A slightly condensed version of this appeared in today's Sunday Guardian.
I spent most of last weekend in a horizontal position, something I can heartily recommend to anyone seeking a break from the city’s hustle and bustle. One’s needs become simple: a comfortable bed, some food and, of course, wi-fi access. My bed, however, pales in comparison to the one designed for Maharaja Sadiq Muhammad Khan Abbasi IV of Bahawalpur in the 1880s. Built in Paris, it weighed more than a ton, including 290 kilograms of silver, and featured statues of buxom females at each corner. When the Maharaja stretched out, music began to play and the arms of the figures moved, creating a soothing breeze at the head of the bed and keeping flies away from the royal feet. History does not record whether this was conducive to sleep.

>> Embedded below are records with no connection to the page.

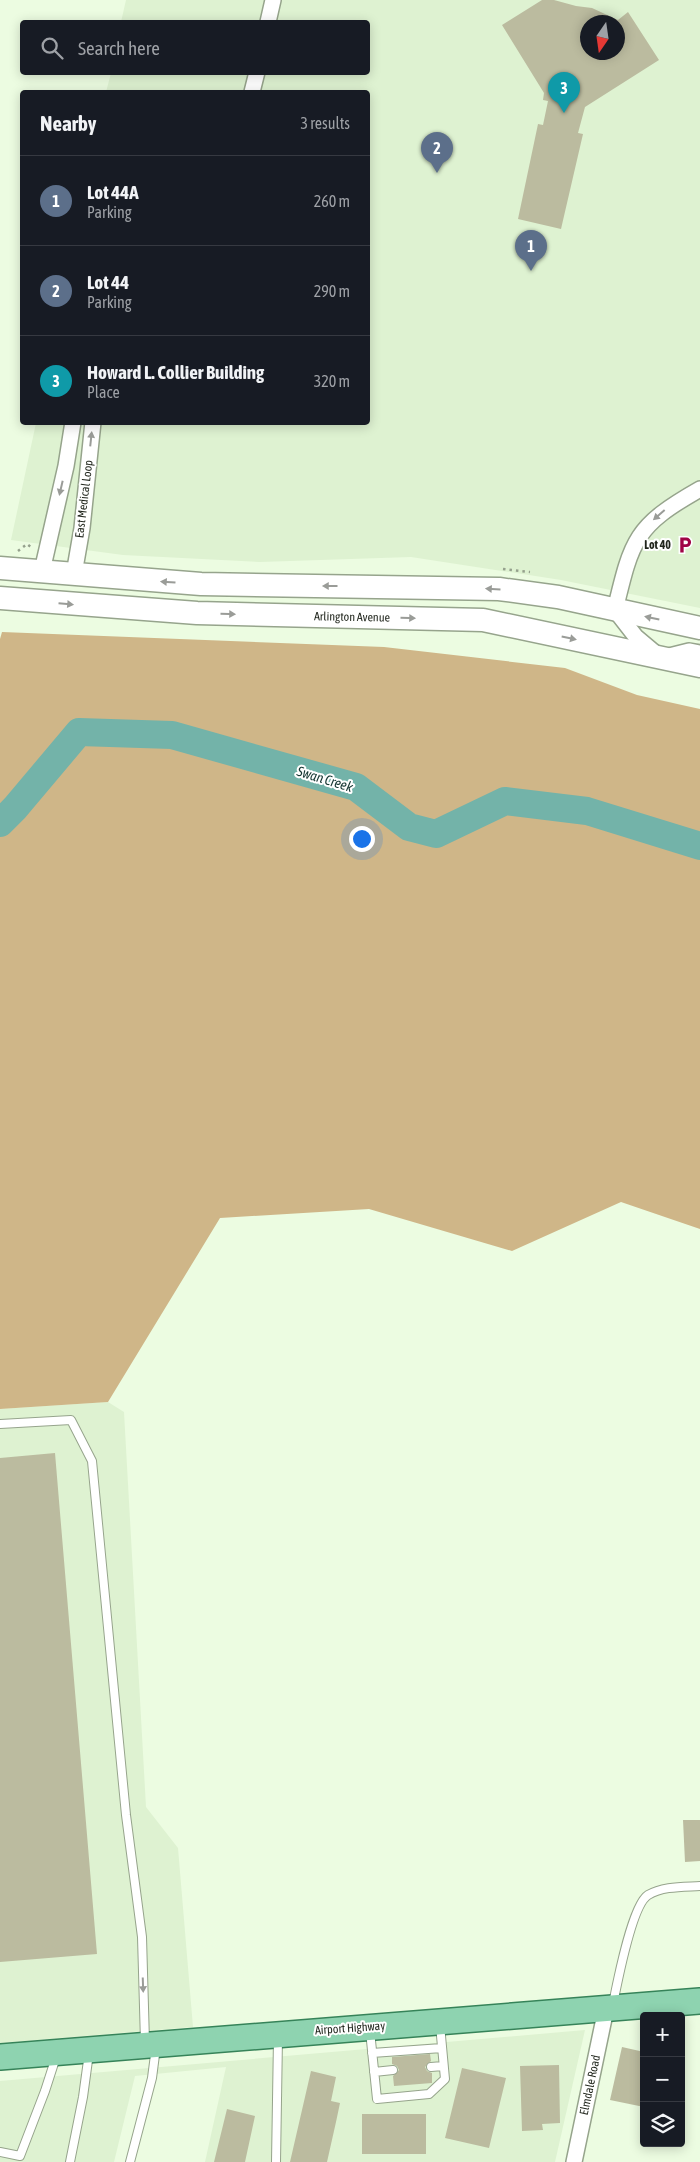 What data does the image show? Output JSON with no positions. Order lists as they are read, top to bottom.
{
  "streets": {
    "main road": ["Airport Highway"],
    "street": ["East Medical Loop", "Arlington Avenue", "Elmdale Road"]
  },
  "crossings": [
    ["Airport Highway", "Elmdale Road"]
  ],
  "water": ["Swan Creek"],
  "places": {
    "parking": ["Lot 40"]
  },
  "north": "bottom",
  "page": {
    "search": "Search here",
    "pins": ["3", "2", "1"],
    "heading": ["Nearby", "3 results"],
    "list": [
      {
        "mark": "1",
        "name": "Lot 44A",
        "note": "Parking",
        "value": "260 m"
      },
      {
        "mark": "2",
        "name": "Lot 44",
        "note": "Parking",
        "value": "290 m"
      },
      {
        "mark": "3",
        "name": "Howard L. Collier Building",
        "note": "Place",
        "value": "320 m"
      }
    ],
    "map_buttons": ["+", "−"]
  }
} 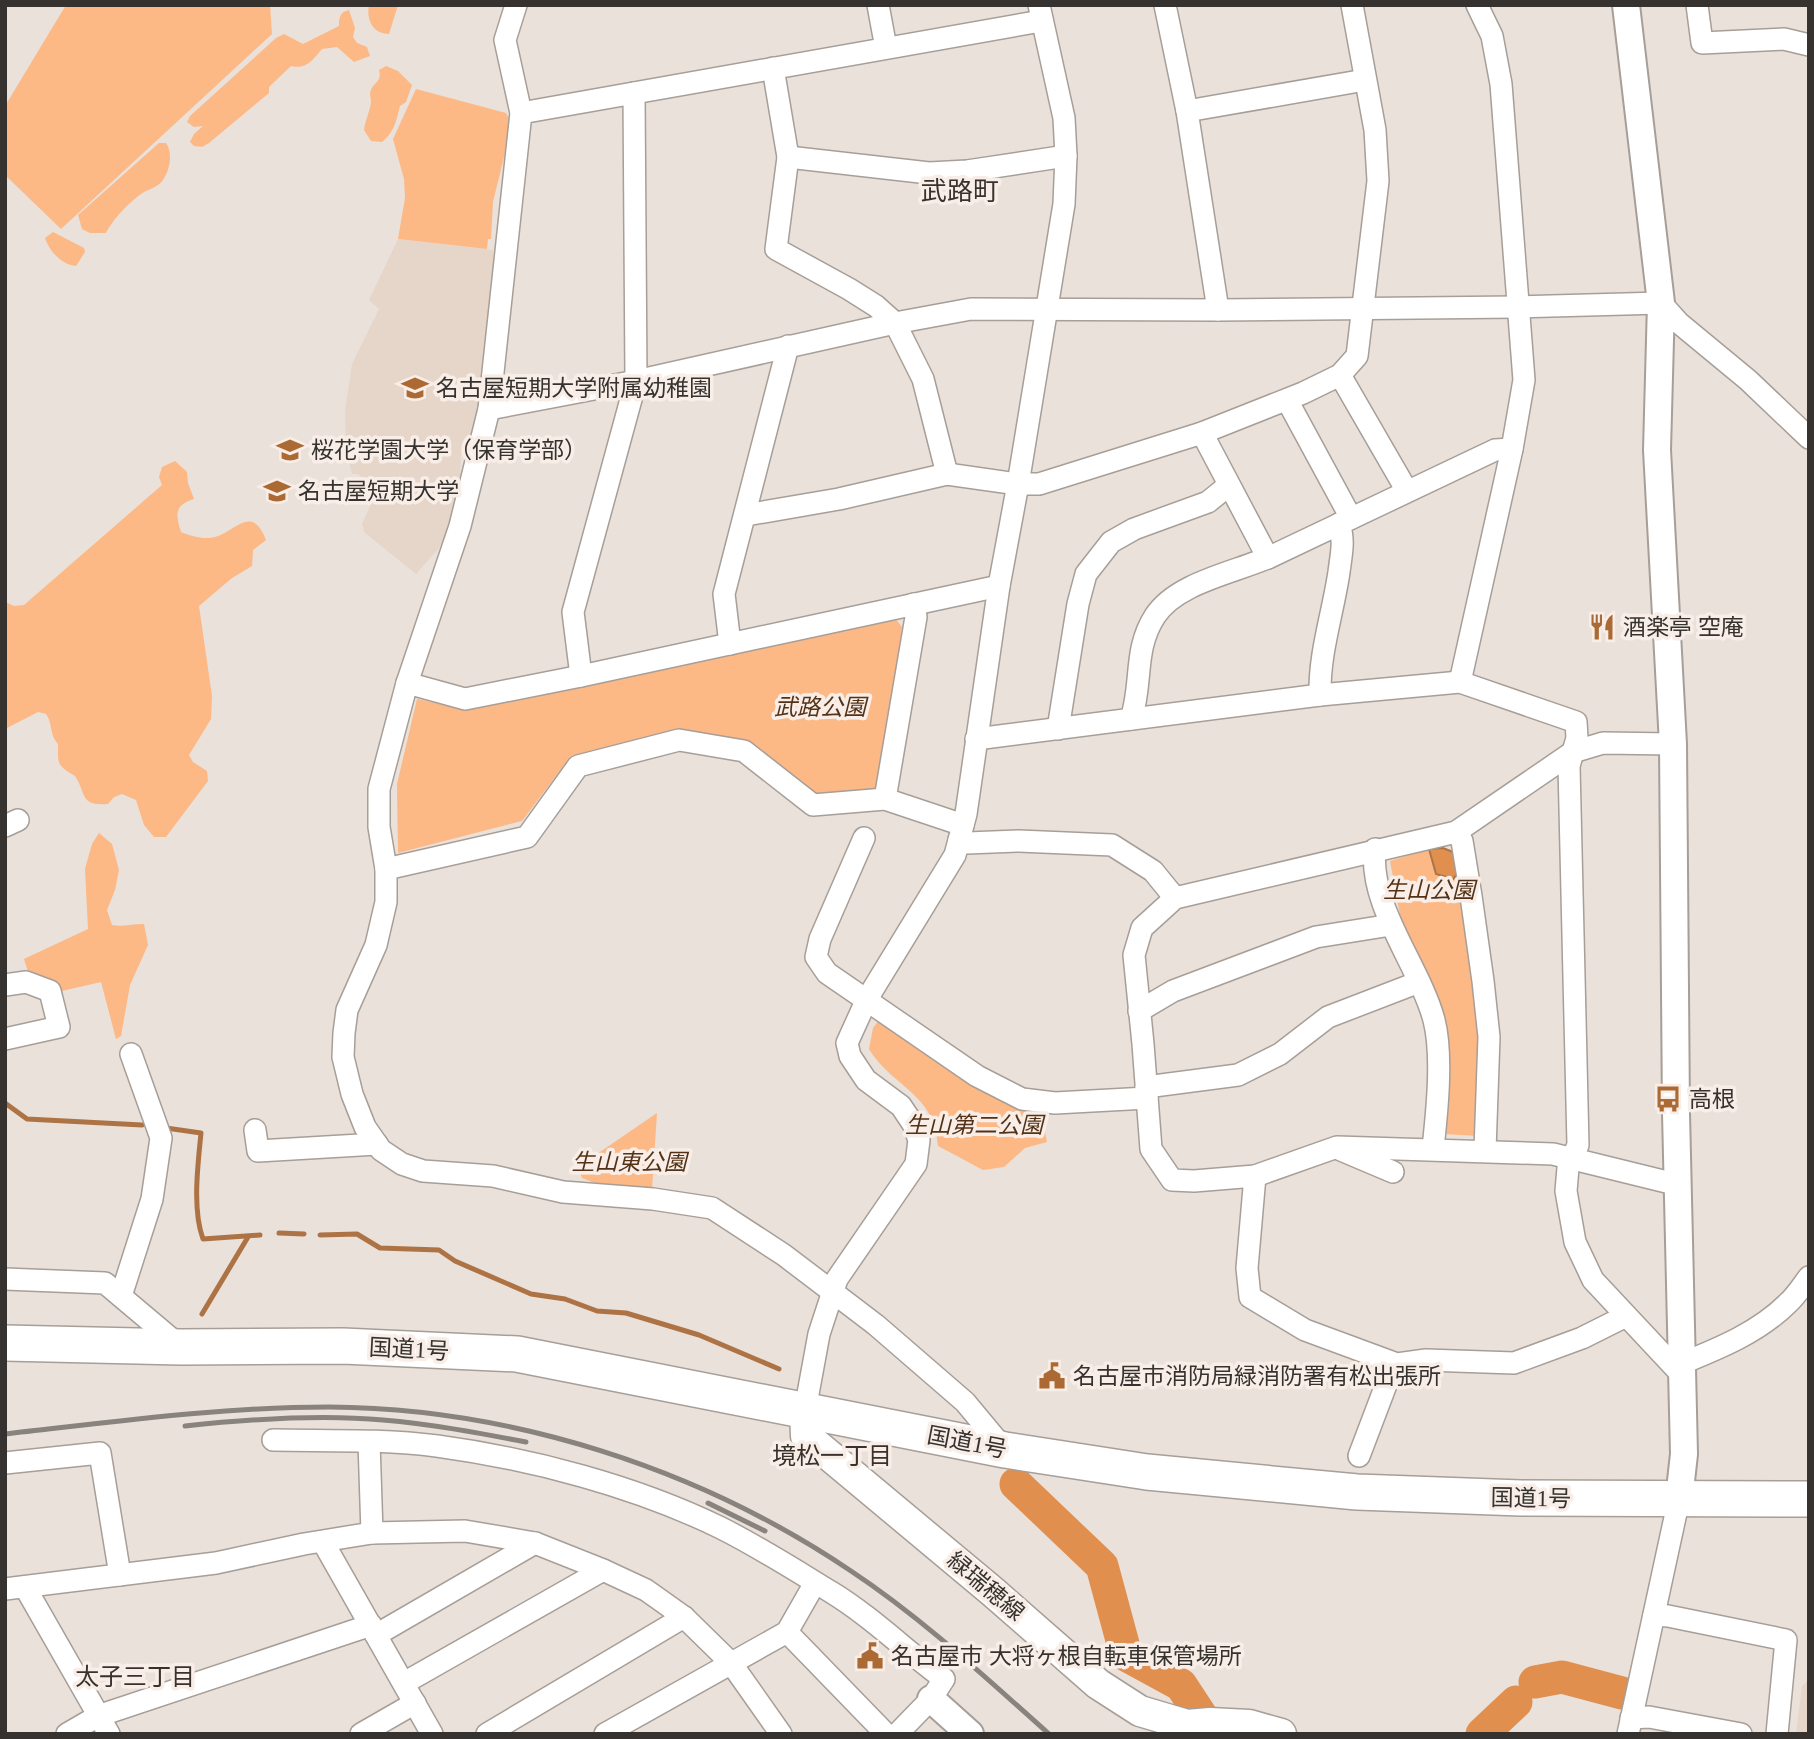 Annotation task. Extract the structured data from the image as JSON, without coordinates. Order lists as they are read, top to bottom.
{
  "streets": {
    "highway": ["国道1号"],
    "main road": ["緑瑞穂線"]
  },
  "crossings": [
    ["国道1号", "緑瑞穂線"]
  ],
  "districts": ["武路町", "境松一丁目", "太子三丁目"],
  "parks": [
    "武路公園",
    "生山公園",
    "生山第二公園",
    "生山東公園"
  ],
  "places": {
    "school or university": ["名古屋短期大学附属幼稚園", "桜花学園大学（保育学部）", "名古屋短期大学"],
    "restaurant": ["酒楽亭 空庵"],
    "bus stop": ["高根"],
    "public building": ["名古屋市消防局緑消防署有松出張所", "名古屋市 大将ヶ根自転車保管場所"]
  }
}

The story of the kingly bedstead is among the many recounted in The Art of Lying Down, a delightful little volume by Bernd Brunner, recently translated from German by Lori Lantz. Brunner defines himself as working at “the intersections of cultural history and the history of science” and has, in the past, written about subjects as diverse as the history of Christmas trees, aquariums and the moon. In his “guide to horizontal living”, Brunner makes a persuasive case that choosing to lie down can be “a calculated move to escape the ever-present pressure to be fast and efficient”. Such surrender to gravity is not an act of laziness but one of resistance: to turn one’s back on the modern world, one keeps the back in bed. It’s a move that doesn’t call for defensiveness; as G.K. Chesterton wrote, “If a healthy man lies in bed, let him do it without a rag of excuse; then he will get up a healthy man.” Tellingly, Edmond and Jules de Goncourt have also pointed out that the “three great acts of life” are “birth, coitus, and death,” all of which usually involve lying down.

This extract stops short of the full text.